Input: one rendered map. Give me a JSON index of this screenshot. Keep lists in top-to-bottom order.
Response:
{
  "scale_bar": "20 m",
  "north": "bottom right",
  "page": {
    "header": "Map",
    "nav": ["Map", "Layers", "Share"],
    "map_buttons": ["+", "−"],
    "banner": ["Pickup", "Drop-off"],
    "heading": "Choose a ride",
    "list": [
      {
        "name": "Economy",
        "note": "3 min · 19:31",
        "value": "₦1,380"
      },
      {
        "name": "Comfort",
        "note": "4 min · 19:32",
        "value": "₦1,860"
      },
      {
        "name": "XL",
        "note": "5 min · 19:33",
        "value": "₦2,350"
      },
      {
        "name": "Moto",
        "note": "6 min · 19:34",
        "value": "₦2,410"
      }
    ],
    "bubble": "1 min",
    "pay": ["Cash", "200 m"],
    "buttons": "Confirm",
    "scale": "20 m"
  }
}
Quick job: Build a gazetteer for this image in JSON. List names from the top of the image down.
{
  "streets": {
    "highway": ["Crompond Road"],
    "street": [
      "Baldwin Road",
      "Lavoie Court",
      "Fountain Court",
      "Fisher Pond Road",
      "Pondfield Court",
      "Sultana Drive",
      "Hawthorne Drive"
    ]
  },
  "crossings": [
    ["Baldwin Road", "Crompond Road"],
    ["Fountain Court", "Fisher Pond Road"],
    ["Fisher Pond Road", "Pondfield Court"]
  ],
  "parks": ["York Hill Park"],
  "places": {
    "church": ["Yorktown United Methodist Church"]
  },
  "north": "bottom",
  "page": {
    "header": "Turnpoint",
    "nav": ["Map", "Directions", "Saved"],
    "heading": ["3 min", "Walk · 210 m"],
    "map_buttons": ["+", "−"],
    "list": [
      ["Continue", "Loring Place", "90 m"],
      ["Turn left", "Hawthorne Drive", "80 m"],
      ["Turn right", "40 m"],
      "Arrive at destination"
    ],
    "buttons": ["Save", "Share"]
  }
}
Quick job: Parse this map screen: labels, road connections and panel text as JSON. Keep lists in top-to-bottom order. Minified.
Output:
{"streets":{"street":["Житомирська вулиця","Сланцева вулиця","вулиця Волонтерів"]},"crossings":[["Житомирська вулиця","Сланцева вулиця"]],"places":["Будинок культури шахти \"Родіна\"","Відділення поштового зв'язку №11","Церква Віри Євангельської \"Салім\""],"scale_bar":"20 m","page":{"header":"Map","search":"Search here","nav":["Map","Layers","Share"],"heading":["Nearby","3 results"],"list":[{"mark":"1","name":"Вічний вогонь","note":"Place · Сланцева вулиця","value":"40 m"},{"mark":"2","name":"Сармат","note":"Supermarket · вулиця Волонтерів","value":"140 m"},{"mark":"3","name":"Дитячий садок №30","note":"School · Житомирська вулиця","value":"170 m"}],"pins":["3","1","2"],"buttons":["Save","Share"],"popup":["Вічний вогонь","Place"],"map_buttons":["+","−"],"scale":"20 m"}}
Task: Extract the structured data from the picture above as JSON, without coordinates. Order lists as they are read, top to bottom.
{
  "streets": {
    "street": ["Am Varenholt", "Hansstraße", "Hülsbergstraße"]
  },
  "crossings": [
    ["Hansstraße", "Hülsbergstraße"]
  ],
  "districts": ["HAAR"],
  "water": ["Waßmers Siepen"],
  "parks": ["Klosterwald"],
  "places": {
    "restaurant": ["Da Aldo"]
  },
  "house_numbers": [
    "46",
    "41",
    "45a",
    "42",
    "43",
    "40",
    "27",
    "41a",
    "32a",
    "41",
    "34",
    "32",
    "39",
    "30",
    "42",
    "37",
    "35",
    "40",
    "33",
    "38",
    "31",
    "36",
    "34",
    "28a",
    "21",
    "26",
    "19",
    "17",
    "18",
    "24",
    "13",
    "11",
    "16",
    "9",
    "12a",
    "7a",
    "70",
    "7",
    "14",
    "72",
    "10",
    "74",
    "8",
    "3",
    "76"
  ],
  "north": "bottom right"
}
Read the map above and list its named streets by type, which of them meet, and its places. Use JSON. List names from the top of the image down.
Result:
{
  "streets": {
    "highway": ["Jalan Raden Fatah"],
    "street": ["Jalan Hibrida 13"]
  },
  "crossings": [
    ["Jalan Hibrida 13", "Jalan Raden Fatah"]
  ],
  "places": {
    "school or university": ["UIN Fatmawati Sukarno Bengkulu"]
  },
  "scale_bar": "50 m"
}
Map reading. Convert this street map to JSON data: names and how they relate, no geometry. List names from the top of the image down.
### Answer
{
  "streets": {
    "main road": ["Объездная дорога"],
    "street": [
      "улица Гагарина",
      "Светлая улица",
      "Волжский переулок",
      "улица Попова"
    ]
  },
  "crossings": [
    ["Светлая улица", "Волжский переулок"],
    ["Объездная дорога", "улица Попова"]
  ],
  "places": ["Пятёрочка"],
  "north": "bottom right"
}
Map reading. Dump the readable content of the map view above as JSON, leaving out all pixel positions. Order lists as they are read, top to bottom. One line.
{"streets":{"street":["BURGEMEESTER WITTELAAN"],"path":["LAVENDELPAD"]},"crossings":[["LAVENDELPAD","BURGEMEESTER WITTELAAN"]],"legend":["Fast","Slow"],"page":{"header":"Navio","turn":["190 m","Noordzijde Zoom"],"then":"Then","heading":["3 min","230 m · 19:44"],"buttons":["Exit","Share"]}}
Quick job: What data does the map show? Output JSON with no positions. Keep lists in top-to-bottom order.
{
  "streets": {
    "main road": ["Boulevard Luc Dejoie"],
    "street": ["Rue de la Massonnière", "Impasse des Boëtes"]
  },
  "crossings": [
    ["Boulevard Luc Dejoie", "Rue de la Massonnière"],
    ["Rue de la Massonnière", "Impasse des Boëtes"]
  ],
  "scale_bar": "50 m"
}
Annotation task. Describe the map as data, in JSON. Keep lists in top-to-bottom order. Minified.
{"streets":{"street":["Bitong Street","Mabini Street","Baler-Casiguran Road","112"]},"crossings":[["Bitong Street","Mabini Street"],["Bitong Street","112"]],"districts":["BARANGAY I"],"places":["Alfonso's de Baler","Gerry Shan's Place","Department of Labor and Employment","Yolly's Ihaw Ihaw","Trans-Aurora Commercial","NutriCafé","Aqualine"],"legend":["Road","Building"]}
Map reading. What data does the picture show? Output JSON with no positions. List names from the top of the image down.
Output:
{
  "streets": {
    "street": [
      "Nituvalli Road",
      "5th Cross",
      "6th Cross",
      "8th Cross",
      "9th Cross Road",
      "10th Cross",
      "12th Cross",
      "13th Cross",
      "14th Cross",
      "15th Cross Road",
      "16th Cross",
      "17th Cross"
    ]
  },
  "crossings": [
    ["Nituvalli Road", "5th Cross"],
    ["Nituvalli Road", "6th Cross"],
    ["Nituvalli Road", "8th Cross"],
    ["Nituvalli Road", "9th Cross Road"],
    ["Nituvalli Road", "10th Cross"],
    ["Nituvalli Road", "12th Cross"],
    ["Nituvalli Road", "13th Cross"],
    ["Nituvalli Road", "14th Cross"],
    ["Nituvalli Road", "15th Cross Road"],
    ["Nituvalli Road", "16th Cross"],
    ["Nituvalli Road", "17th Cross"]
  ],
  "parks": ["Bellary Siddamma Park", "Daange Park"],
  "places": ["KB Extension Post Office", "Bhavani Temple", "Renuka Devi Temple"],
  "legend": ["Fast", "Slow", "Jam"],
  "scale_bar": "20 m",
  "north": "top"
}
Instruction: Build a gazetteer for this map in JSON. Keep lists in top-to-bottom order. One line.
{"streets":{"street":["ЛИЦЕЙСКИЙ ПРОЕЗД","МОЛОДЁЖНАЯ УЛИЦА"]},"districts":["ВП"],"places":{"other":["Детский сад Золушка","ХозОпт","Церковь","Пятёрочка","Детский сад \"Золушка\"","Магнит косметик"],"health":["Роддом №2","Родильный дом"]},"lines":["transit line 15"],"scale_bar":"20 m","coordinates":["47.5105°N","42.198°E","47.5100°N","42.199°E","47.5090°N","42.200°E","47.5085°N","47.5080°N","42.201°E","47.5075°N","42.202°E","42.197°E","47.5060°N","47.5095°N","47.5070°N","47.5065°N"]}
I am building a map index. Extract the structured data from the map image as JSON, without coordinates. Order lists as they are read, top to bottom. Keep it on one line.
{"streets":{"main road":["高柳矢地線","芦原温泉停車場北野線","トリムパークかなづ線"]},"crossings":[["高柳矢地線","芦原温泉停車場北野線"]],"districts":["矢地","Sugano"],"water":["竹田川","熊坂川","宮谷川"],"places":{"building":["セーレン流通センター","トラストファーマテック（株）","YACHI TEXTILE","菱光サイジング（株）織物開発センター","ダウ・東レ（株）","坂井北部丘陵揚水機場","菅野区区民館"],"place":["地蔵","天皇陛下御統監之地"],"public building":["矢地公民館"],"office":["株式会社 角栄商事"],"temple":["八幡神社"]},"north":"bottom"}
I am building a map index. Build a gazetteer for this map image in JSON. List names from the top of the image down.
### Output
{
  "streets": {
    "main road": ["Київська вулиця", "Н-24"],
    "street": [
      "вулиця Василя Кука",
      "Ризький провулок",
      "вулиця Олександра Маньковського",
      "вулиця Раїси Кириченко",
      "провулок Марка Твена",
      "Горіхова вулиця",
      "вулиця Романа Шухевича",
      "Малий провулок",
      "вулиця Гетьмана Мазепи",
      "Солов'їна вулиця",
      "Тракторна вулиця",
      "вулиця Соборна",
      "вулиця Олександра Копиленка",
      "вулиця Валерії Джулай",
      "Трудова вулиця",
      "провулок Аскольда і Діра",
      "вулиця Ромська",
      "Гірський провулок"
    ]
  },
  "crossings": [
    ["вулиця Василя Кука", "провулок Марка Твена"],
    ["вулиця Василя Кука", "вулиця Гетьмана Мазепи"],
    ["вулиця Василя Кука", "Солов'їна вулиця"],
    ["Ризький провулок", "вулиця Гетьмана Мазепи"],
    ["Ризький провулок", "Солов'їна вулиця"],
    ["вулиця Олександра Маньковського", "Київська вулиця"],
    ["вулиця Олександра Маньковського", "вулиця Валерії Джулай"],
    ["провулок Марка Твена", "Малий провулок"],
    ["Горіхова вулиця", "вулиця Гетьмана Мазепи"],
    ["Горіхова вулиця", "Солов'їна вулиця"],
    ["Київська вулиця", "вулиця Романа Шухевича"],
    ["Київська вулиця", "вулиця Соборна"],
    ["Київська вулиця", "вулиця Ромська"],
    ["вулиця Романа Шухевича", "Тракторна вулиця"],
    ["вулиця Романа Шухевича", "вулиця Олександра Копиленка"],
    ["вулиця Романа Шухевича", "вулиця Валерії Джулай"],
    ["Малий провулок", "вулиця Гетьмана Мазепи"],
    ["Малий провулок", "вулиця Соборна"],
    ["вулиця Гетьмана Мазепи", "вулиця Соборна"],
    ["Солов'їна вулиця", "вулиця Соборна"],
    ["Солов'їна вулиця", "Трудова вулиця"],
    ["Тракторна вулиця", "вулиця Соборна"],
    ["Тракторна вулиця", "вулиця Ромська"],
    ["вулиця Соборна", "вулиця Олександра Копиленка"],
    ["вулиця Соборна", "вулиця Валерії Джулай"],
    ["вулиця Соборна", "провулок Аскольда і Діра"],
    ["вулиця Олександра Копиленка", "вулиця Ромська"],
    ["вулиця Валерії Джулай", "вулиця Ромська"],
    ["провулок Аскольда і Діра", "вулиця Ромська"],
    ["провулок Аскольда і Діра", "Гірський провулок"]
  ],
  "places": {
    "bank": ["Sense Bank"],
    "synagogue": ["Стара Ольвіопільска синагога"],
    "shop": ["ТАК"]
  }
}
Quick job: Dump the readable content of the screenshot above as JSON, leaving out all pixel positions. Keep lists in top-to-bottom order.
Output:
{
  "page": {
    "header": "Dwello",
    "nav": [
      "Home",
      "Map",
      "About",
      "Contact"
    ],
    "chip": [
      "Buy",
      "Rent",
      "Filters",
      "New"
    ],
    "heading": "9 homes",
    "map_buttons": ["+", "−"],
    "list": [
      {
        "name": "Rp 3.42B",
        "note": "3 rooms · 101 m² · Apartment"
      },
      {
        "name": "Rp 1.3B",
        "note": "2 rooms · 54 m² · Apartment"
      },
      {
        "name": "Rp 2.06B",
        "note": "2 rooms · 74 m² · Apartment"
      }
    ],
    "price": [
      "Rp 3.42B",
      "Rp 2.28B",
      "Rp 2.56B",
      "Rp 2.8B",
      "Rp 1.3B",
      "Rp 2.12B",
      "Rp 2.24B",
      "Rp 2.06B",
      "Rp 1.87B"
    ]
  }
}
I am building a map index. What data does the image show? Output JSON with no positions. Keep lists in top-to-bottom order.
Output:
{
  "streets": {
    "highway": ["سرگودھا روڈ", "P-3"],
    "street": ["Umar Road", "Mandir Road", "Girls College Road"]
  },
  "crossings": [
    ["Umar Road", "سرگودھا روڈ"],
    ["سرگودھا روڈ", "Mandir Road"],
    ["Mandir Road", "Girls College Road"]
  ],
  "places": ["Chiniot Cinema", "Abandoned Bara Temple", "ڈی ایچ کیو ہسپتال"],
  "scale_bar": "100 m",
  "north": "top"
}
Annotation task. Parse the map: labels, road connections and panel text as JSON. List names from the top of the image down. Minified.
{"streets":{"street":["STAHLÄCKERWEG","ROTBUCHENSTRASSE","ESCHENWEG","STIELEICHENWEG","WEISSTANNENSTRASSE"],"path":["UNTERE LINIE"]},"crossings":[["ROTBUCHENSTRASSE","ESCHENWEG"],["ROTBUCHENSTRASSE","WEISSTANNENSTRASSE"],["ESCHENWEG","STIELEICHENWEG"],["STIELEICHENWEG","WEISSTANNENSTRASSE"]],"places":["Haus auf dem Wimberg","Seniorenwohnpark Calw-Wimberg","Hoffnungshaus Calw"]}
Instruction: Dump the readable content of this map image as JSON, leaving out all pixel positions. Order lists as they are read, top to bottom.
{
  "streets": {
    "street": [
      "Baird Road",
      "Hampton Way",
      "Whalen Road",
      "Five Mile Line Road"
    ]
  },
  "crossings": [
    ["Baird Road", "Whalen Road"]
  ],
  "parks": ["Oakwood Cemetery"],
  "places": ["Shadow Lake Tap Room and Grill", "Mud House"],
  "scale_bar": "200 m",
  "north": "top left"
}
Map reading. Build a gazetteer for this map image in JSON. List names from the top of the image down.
....
* _PROBLEM REQUIREMENTS_: Lines in the material above that include the string "screenshot" should be listed.

* _ANSWER_:
Input: one rendered map. Give me a JSON index of this screenshot. Keep lists in top-to-bottom order.
Quick job: Dump the readable content of the screenshot above as JSON, leaving out all pixel positions. Keep lists in top-to-bottom order.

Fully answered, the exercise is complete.